Approximate 2π with high precision using Rogers-Ramanujan continued fractions.

Recursive formulas based on Ramanujan's modular equations improve accuracy exponentially.

Iterative methods based on Rogers' modular equations converge even faster to 2π.

Abstract

We observe that certain famous evaluations of the Rogers-Ramanujan continued fraction $R(q)$ are close to $2\pi-6$ and $(2\pi-6)/2\pi$, and that $2\pi-6$ can be expressed by a Rogers-Ramanujan continued fraction in which $q$ is very nearly equal to $R^5(e^{-2\pi})$. The value of $-{5\over \alpha}\ln R(e^{-2\alpha \pi})$ converges to $2\pi$ as $\alpha$ increases.

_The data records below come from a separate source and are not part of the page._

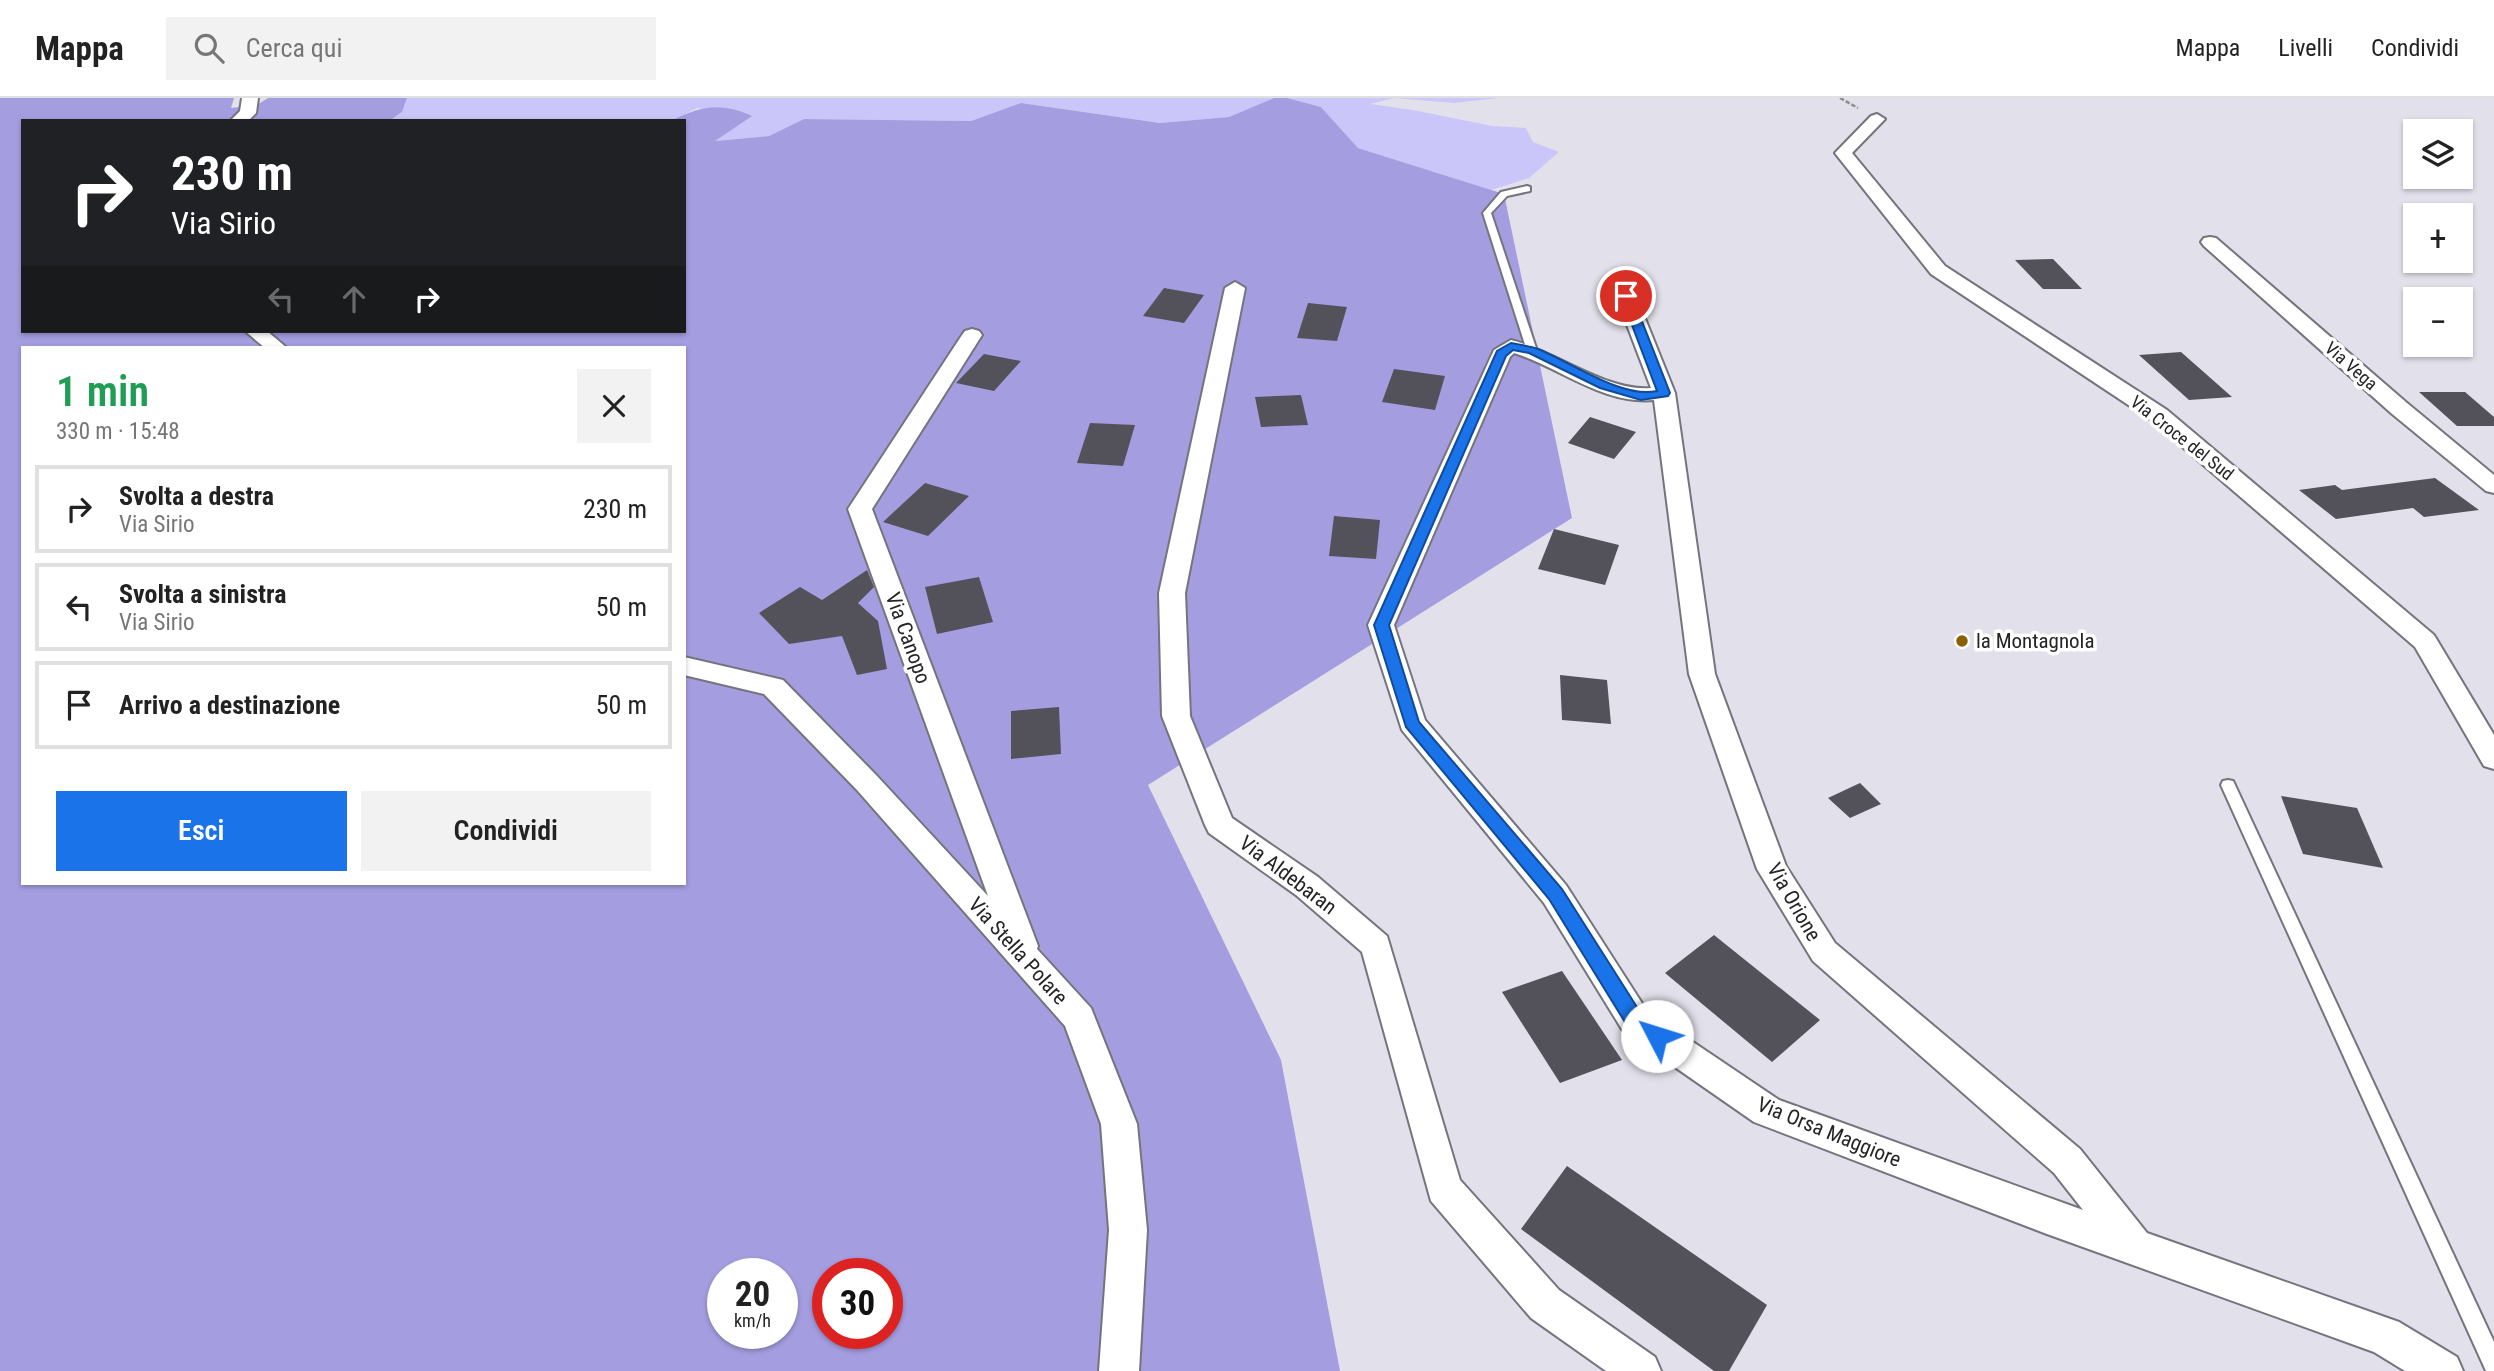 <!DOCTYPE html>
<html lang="it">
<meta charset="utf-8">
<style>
:root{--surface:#fff;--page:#f2f2f2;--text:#222;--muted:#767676;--line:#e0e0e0;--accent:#1a73e8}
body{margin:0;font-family:"Roboto Condensed",sans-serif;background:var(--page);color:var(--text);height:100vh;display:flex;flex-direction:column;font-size:26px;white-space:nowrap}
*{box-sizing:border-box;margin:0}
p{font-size:23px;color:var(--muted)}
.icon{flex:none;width:38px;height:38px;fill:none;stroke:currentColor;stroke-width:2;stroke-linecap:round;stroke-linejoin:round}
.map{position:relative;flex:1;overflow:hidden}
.details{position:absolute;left:21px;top:248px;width:665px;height:539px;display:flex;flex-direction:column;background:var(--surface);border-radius:0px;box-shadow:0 2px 5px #0004}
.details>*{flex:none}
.hud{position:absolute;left:21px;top:21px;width:665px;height:214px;border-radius:0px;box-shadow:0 2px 5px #0004;background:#202124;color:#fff;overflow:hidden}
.fabs{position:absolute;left:2403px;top:21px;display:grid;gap:14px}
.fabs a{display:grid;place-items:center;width:70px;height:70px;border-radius:0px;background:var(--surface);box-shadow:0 2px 5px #0004;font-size:35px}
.speed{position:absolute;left:707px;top:1160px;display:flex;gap:14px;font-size:35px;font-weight:700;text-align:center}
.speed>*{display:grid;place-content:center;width:91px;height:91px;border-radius:50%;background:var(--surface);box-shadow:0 2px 5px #0004;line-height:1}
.speed small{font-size:18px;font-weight:400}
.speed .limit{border:10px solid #d22;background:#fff;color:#111}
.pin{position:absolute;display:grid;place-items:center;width:60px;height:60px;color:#fff;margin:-30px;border:4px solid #fff;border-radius:50%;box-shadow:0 2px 7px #0007}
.me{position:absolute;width:77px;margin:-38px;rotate:310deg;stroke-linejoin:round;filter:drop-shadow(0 0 5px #0008)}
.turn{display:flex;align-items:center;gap:24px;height:147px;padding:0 35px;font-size:32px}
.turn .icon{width:91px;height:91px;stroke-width:2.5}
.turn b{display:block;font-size:49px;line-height:60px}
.lanes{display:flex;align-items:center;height:66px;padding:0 35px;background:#0003;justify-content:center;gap:35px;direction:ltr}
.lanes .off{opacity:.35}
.round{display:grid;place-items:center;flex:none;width:74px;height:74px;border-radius:0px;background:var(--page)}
.overview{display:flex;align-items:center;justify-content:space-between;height:119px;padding:0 35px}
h1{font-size:42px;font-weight:600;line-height:52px;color:#1e9e55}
.action{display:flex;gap:14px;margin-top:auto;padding:14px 35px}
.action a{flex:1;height:80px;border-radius:0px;background:var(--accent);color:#fff;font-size:28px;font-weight:600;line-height:80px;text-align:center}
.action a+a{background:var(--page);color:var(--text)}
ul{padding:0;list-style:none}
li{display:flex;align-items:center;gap:21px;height:88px;margin:0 14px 10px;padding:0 21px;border:4px solid var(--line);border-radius:0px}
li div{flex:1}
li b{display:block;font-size:26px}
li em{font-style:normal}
header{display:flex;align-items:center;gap:42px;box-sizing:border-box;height:98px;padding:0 35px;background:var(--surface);border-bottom:2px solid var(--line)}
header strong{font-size:33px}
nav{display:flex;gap:38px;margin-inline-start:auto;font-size:24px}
.search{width:490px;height:63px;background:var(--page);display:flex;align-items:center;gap:18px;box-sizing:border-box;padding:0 24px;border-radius:0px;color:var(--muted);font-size:26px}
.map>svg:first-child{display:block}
</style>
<header>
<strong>Mappa</strong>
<div class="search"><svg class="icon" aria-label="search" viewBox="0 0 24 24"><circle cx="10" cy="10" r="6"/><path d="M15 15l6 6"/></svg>Cerca qui</div>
<nav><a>Mappa</a><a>Livelli</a><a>Condividi</a></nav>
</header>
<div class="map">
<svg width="2494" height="1273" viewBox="0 0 2494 1273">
<rect width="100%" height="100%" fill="#e2e1eb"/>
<g fill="#cac6f9">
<path d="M407,0H1274L1229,19L1160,25L1021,5L971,23L804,21L769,38L713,43L751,18L697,10L671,23H389L402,14Z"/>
<path d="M1287,0H1498L1454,5L1394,0L1370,6L1413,12L1492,28L1526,30L1533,44L1559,54L1529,80L1491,92L1358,50L1321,9Z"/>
</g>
<path fill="#a49ee0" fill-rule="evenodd" d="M0,0H234L231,10L257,7L268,0H407L402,14L389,23H23V233H684V23H671C701,8 720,4 752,18L715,43L769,38L804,21L971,23L1021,5L1160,25L1229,19L1274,0H1287L1321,9L1358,50L1504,96L1572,420L1148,687L1281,962L1340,1273H0ZM23,250H684V786H23ZM723,1176H782V1236H723ZM828,1176H887V1236H828Z"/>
<g fill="#53525b">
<path d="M2053,161L2082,191H2043L2015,162Z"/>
<path d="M1164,190L1204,197L1184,225L1143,218Z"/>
<path d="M1308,205L1347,209L1337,243L1297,240Z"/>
<path d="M2181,254L2232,299L2189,302L2139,257Z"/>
<path d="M984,256L1021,263L994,293L956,285Z"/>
<path d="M1394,271L1445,278L1435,312L1382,304Z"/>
<path d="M2419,294H2465L2494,319V328H2457Z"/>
<path d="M1301,297L1308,327L1261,329L1255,299Z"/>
<path d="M1590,319L1636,334L1614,361L1568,345Z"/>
<path d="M1090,325L1135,327L1123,368L1077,365Z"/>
<path d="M2435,380L2479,412L2424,419L2413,410L2336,421L2299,392L2335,387L2342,392Z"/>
<path d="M925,385L969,398L928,438L883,424Z"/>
<path d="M1334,418L1380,422L1376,461L1329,458Z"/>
<path d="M1554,431L1619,447L1605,487L1538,471Z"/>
<path d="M867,472L874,489L858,505L878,523L887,571L857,577L842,538L789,546L759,515L800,489L822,502Z"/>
<path d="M979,479L993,524L937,536L925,489Z"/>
<path d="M1560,577L1607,582L1611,626L1562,622Z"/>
<path d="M1059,609L1061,656L1011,661V613Z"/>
<path d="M1860,685L1881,706L1850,720L1828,700Z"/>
<path d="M2281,698L2357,710L2383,770L2303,756Z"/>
<path d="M1714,837L1820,922L1772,964L1665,875Z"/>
<path d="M1562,873L1622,962L1560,985L1502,894Z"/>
<path d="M1567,1068L1767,1207L1729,1273H1714L1521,1131Z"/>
</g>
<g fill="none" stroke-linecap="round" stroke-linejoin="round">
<defs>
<g id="service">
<path d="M1527,88L1530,89V93L1507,98L1491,115L1537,253L1532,256L1527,253L1483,115L1501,94Z"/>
<path d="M2228,682L2233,683L2235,687L2494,1244V1273H2486L2221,687L2223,683Z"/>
</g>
<g id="minor">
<path d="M242,0H258L256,15L248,23H230L240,13Z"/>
<path d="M1877,16L1885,21L1852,55L1945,168L2167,312L2434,537L2494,637V671L2484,668L2415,549L2151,322L1931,176L1835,55L1871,18Z"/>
<path d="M2210,139L2216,140L2407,305L2494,377V395L2486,393L2391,315L2204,148L2201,144L2204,140Z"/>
<path d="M1235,184L1245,190L1185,495L1190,618L1232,720L1318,779L1387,838L1460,1082L1559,1192L1655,1259L1661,1273H1606L1531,1220L1431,1103L1362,854L1296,797L1209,735L1205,727L1162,618L1159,495L1225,190Z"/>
<path d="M1626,192L1636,198L1675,295L1715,576L1786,768L1835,845L2080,1051L2147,1135L2399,1224L2457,1259L2463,1273H2405L2374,1254L2047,1136L1754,1024L1623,933L1544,805L1402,632L1368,527L1494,252L1511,242C1555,253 1607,294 1651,290L1616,198ZM1514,255C1561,270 1603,307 1654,302L1689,576L1757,771L1813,863L2054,1075L2083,1112L1779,1002L1647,913L1566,787L1425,622L1394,527L1510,259Z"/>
<path d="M972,231L979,233L982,237L872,411L1038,848L1037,851L1091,910L1137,1026L1147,1132L1139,1273H1099L1109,1132L1101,1026L1065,928L857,692L764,596L684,577V559L783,582L877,678L988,798L848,411L962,237L965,233Z"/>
<path d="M245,233H267L287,250H265Z"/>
</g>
</defs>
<use href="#service" stroke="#74747d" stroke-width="4"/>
<use href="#minor" stroke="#74747d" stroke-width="4"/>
<path stroke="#8d8d94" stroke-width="2.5" stroke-dasharray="4.5 2" stroke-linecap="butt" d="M1840,0L1858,10"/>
<use href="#service" fill="#fff" fill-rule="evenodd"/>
<use href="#minor" fill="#fff" fill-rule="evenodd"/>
</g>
<path fill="#1a73e8" stroke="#114b97" stroke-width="2" d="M1626,194L1632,198L1670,295L1668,298L1641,302L1600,290L1529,255L1513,252L1506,258L1389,527L1419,624L1562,791L1642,917L1664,932L1667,938L1664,944L1657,946L1628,929L1549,801L1406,629L1374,527L1497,253L1511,245C1520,247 1530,248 1538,251C1571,264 1622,301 1657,293L1621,198Z"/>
<circle fill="#8b6003" stroke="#fff" stroke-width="2.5" cx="1962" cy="543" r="7"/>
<g text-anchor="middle" stroke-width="7" stroke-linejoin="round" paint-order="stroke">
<g font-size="18" fill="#242427" stroke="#fff">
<text transform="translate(2351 268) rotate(41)" y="6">Via Vega</text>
<text transform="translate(2182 340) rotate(38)" y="6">Via Croce del Sud</text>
</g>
<g font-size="21" fill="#242427" stroke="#fff">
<text transform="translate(908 540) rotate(70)" y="7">Via Canopo</text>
<text transform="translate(1288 777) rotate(37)" y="7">Via Aldebaran</text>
<text transform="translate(1794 804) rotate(60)" y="7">Via Orione</text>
<text transform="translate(1018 853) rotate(48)" y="7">Via Stella Polare</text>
<text transform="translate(1829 1034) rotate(22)" y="7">Via Orsa Maggiore</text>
</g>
<g font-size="21" fill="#242427" stroke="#fff" text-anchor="start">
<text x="1976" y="550">la Montagnola</text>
</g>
</g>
</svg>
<div class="fabs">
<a><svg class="icon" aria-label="layers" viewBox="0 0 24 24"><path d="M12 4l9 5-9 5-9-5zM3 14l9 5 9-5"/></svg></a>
<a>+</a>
<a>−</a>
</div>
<div class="speed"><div>20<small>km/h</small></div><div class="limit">30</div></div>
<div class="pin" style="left:1626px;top:198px;background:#d93025"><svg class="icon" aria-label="arrive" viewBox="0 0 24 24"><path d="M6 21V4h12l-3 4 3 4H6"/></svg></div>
<svg class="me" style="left:1657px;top:938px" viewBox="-20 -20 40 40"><circle r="19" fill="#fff"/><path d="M0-13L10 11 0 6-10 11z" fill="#1a73e8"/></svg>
<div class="hud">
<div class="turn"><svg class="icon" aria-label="right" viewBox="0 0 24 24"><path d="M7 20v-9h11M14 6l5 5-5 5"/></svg><div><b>230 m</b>Via Sirio</div></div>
<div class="lanes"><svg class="icon off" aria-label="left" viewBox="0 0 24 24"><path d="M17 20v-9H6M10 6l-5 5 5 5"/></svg><svg class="icon off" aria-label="ahead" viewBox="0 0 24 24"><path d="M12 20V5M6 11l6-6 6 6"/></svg><svg class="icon" aria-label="right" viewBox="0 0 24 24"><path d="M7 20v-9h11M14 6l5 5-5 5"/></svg></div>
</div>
<section class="details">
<div class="overview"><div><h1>1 min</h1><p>330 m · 15:48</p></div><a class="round"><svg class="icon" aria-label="close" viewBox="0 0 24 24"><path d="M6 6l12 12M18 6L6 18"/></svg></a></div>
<ul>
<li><svg class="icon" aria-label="right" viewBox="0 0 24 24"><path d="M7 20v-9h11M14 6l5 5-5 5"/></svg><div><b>Svolta a destra</b><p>Via Sirio</p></div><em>230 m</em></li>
<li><svg class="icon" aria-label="left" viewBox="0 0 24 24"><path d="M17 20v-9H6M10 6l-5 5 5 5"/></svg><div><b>Svolta a sinistra</b><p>Via Sirio</p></div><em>50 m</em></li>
<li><svg class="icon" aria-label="arrive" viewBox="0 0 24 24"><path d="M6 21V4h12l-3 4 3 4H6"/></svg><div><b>Arrivo a destinazione</b></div><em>50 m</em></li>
</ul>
<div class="action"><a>Esci</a><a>Condividi</a></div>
</section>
</div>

For $\alpha=5^n$, a modular equation by Ramanujan provides recursive closed-form expressions that approximate the value of $2\pi$, the number of correct digits increasing by a factor of five each time $n$ increases by one. If we forgo closed-form expressions, a modular equation by Rogers allows numerical iterations that converge still faster to $2\pi$, each iteration increasing the number of correct digits by a multiple of eleven.